Comienzo de CAPÍTULO V

CAPÍTULO V
Pincelada histórica. La momia de Tutankamon viaja en primera: México-España.

Hace un montón de milenios que descendimos de los árboles y tal vez, durante el descenso, más de uno de aquellos primates que nos precedieron en la escala evolutiva caía de cabeza contra el suelo y se rompía la columna vertebral, quedando tendido sobre la hojarasca tan inmóvil como el fragmento de rama agarrado todavía entre sus manos. De estos antepasados, ni uno solo salía con vida de la experiencia. No sólo nuestros predecesores en la escala evolutiva perecían tras una lesión medular. Cualquier mamífero es susceptible de padecer una lesión medular del grado que sea. En la naturaleza, un animal herido de esta forma es animal muerto: si no hay depredadores próximos para comérselo, incluso en el supuesto caso de encontrarse en el seno de una tribu protectora, la muerte sería inesquivable. Pasando a considerar en exclusiva lo tocante a nuestra especie, no sólo morían los lesionados medulares en la época de las cavernas, y en el Neolítico, durante la Edad Media o la Edad Moderna, sino que todavía en tiempos históricos aún más recientes y hasta bien entrada la Edad Contemporánea, todo hombre o mujer a quien le hubiera acaecido un accidente que conllevara una lesión medular perecía de manera inapelable hasta momentos históricos sorprendentemente recientes. Se podría hablar de una mortandad del cien por cien hasta la segunda guerra mundial (1939-1945).

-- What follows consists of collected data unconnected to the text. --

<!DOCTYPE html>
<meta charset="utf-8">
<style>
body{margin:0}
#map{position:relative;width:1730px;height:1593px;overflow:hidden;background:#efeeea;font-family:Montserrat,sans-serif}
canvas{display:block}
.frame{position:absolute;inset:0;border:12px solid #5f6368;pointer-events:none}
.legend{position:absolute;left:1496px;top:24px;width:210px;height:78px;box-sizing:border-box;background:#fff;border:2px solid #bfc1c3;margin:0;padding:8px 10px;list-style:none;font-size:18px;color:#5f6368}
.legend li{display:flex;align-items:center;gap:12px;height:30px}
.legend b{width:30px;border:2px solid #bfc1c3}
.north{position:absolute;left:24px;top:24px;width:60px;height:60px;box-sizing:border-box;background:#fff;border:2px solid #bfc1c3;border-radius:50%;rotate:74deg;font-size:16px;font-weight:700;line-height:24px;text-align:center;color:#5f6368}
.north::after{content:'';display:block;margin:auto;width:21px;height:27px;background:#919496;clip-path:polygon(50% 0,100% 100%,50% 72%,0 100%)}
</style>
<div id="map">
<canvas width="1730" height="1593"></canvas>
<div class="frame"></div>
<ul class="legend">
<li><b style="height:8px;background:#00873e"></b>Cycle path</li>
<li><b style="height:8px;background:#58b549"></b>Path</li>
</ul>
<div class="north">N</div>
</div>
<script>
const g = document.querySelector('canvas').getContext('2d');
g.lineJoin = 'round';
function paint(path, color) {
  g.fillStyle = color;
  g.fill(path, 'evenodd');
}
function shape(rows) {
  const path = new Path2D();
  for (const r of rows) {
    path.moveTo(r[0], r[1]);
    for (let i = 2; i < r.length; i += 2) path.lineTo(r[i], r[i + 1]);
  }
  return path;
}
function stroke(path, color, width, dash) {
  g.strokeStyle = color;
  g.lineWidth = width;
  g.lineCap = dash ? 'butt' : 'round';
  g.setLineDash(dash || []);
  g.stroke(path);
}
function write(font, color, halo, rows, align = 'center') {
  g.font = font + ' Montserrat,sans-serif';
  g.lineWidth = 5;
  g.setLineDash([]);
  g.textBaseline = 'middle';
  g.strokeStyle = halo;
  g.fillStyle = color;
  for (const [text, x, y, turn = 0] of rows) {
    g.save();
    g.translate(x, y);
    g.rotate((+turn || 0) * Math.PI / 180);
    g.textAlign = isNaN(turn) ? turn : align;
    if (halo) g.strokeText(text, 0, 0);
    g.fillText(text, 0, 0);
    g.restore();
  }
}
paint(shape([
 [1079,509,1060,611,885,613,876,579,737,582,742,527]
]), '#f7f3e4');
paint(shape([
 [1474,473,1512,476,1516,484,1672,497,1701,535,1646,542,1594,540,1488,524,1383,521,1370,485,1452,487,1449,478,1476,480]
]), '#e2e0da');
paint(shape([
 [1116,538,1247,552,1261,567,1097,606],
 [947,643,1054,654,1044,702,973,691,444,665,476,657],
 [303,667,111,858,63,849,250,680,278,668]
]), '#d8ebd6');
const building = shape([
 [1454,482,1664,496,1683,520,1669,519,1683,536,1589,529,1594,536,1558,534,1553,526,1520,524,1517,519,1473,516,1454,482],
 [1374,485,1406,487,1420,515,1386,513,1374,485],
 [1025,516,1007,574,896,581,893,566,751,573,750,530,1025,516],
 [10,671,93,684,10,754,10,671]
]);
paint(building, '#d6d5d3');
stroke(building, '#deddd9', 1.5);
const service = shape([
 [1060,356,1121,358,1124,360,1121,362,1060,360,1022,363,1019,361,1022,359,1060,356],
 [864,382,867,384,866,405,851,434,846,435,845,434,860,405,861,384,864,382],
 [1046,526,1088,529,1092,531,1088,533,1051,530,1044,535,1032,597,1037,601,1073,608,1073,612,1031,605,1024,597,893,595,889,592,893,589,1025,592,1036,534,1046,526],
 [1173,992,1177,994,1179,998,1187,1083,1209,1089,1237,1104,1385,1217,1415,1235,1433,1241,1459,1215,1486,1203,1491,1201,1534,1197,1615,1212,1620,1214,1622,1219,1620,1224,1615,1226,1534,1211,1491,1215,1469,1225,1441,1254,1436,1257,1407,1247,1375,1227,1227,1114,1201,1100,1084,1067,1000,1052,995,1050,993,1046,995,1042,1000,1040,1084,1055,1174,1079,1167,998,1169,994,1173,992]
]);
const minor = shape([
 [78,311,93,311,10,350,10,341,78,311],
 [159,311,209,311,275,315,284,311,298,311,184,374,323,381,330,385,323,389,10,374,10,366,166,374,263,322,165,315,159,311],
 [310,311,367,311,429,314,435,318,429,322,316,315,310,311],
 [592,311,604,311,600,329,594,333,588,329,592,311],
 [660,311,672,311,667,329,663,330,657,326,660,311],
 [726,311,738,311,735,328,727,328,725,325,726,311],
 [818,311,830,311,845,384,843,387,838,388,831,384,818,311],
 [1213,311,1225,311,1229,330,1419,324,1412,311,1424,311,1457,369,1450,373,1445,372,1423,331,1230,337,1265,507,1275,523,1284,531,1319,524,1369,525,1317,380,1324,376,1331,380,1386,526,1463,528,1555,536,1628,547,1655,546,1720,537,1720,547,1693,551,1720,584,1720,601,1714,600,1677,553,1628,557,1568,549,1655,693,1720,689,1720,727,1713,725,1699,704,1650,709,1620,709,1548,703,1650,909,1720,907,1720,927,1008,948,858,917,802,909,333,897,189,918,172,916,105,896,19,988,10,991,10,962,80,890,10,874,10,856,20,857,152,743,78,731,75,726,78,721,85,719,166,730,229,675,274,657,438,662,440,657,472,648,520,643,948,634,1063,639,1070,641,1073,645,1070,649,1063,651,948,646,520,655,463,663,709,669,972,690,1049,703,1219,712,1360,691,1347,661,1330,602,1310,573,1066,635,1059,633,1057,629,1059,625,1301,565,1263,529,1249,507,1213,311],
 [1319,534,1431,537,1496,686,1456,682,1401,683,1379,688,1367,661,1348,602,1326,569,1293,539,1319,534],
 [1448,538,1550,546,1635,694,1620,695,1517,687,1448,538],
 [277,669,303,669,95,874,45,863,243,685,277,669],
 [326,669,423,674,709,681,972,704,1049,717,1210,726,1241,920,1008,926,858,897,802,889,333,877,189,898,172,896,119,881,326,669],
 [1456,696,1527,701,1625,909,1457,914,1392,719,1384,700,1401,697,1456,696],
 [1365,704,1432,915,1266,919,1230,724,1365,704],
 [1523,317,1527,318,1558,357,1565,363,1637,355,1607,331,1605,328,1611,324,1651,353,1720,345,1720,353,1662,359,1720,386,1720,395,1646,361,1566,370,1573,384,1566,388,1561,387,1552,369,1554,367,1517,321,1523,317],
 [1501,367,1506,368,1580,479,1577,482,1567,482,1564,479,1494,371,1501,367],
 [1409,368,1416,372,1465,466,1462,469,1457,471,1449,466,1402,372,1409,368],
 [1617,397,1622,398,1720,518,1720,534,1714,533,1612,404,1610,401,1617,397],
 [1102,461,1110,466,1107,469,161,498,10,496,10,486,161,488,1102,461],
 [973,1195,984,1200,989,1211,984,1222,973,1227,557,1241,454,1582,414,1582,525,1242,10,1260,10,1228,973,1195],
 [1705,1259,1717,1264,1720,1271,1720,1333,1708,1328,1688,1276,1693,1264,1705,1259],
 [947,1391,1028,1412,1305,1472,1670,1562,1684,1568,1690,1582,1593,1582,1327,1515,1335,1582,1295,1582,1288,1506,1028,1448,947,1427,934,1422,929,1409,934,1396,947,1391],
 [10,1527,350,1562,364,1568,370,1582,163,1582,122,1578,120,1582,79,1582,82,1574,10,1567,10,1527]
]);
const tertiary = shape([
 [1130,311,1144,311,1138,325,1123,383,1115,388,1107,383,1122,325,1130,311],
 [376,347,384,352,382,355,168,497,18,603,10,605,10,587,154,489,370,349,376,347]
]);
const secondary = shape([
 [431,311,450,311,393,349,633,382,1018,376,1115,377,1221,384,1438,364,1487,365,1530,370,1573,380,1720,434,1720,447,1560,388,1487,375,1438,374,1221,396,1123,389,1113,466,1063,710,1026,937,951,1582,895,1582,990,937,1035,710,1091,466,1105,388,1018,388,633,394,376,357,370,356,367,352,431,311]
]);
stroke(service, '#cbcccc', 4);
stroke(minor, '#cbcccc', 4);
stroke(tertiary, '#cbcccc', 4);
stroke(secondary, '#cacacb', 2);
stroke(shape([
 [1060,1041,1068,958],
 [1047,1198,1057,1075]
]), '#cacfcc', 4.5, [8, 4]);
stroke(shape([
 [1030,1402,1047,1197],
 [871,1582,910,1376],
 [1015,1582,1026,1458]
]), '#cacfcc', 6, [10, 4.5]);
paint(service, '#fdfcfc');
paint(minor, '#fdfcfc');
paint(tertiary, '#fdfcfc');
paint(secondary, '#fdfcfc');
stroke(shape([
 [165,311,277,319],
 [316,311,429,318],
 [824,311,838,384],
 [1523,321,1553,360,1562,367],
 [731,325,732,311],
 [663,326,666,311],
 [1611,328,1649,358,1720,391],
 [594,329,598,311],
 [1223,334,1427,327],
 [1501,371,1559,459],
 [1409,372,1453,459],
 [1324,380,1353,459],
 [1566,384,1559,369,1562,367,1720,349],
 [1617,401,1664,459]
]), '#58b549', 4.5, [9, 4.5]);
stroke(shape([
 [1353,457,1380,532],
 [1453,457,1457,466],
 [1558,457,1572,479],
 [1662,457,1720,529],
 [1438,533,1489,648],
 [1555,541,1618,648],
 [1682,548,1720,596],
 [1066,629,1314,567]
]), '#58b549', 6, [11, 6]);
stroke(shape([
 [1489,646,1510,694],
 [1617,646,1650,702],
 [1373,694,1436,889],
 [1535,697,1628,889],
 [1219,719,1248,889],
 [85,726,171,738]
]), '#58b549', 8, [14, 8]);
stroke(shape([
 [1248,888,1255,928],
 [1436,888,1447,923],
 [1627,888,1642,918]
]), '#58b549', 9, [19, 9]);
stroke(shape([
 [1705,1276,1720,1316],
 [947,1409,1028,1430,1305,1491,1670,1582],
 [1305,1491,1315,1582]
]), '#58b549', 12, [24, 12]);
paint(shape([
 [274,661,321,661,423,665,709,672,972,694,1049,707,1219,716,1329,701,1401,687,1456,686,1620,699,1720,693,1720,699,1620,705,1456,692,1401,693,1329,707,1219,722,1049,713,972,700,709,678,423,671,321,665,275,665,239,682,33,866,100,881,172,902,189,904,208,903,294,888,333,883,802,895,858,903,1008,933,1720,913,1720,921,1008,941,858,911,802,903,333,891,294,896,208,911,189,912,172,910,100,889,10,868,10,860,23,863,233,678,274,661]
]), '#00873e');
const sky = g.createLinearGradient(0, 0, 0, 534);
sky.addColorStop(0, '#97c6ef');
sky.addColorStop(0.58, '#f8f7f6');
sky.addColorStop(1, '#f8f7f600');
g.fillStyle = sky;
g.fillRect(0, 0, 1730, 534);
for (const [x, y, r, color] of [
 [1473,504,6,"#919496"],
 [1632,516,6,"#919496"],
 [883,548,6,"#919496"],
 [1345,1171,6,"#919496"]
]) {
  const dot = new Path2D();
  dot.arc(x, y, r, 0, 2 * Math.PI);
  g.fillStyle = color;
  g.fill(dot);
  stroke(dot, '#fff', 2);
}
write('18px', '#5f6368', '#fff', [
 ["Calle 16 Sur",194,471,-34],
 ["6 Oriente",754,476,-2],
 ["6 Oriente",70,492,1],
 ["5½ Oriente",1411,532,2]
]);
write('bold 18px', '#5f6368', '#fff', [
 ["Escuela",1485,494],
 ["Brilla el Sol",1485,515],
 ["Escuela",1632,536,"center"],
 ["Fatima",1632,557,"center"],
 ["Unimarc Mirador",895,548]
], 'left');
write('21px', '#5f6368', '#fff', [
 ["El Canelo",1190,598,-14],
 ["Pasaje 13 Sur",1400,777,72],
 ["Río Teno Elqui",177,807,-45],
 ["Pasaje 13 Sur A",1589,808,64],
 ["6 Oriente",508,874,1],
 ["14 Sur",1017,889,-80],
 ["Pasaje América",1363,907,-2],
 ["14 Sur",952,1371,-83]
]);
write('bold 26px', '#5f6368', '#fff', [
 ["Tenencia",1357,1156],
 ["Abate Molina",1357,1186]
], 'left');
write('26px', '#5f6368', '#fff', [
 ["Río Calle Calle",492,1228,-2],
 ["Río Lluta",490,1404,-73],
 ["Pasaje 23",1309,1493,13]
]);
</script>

Como en tantos otros asuntos, las primeras anotaciones referidas con toda probabilidad a la lesión medular corresponden al antiguo Egipto. Y nuevamente nos admira lo mucho que sabían los egipcios y más adelante los griegos, al mismo tiempo que sorprende lo poco que desde entonces la ciencia médica ha sido capaz de avanzar. Hasta tal punto es así que desde el antiguo Egipto hasta hace apenas 50 años se sabía poco más o menos lo mismo. Es evidente que en lo que respecta al conocimiento de los órganos, a la capacidad de diagnóstico y en general a la descripción científica del asunto, desde el siglo XVI para acá y sobre todo a partir del siglo XX alguien podría llamarme loco por querer comparar el antiguo Egipto con lo que viene a ser nuestra propia época. Sin embargo —llámenme loco— en lo meramente descriptivo y, sobre todo, en la capacidad para curarla, desde el tercer milenio egipcio hasta la segunda Gran Guerra, la lesión medular se encontraba en el mismo punto. Los médicos egipcios describían en el papiro Edwin Smith, fechado entre el 2.500 y el 3.000 ane,[1] diferentes grados de lesión cervical. Se especificaba cómo en algunos casos había inmovilidad de brazos y piernas, pérdida de control sobre esfínteres, erecciones involuntarias y hasta eyaculaciones; en otros casos se habla de pérdida de movimiento de los miembros inferiores y pérdida del control de esfínteres. Para quienes irremediablemente hemos tenido que aprender sobre lo que significa una lesión medular resulta particularmente sorprendente el que los egipcios ya describieran efectos secundarios de la lesión como las úlceras por presión (escaras) o que escribieran en jeroglífico instrucciones como la de que es inútil una intervención quirúrgica para salvar la vida —así era hasta hace poco— o que se recomendara ¡el sondaje a través de un catéter de bronce fabricado ex professo! Ahora ya me extraña menos el haber leído hace muchos años que en el antiguo Egipto también se había desarrollado un preservativo fabricado con tripa de cordero.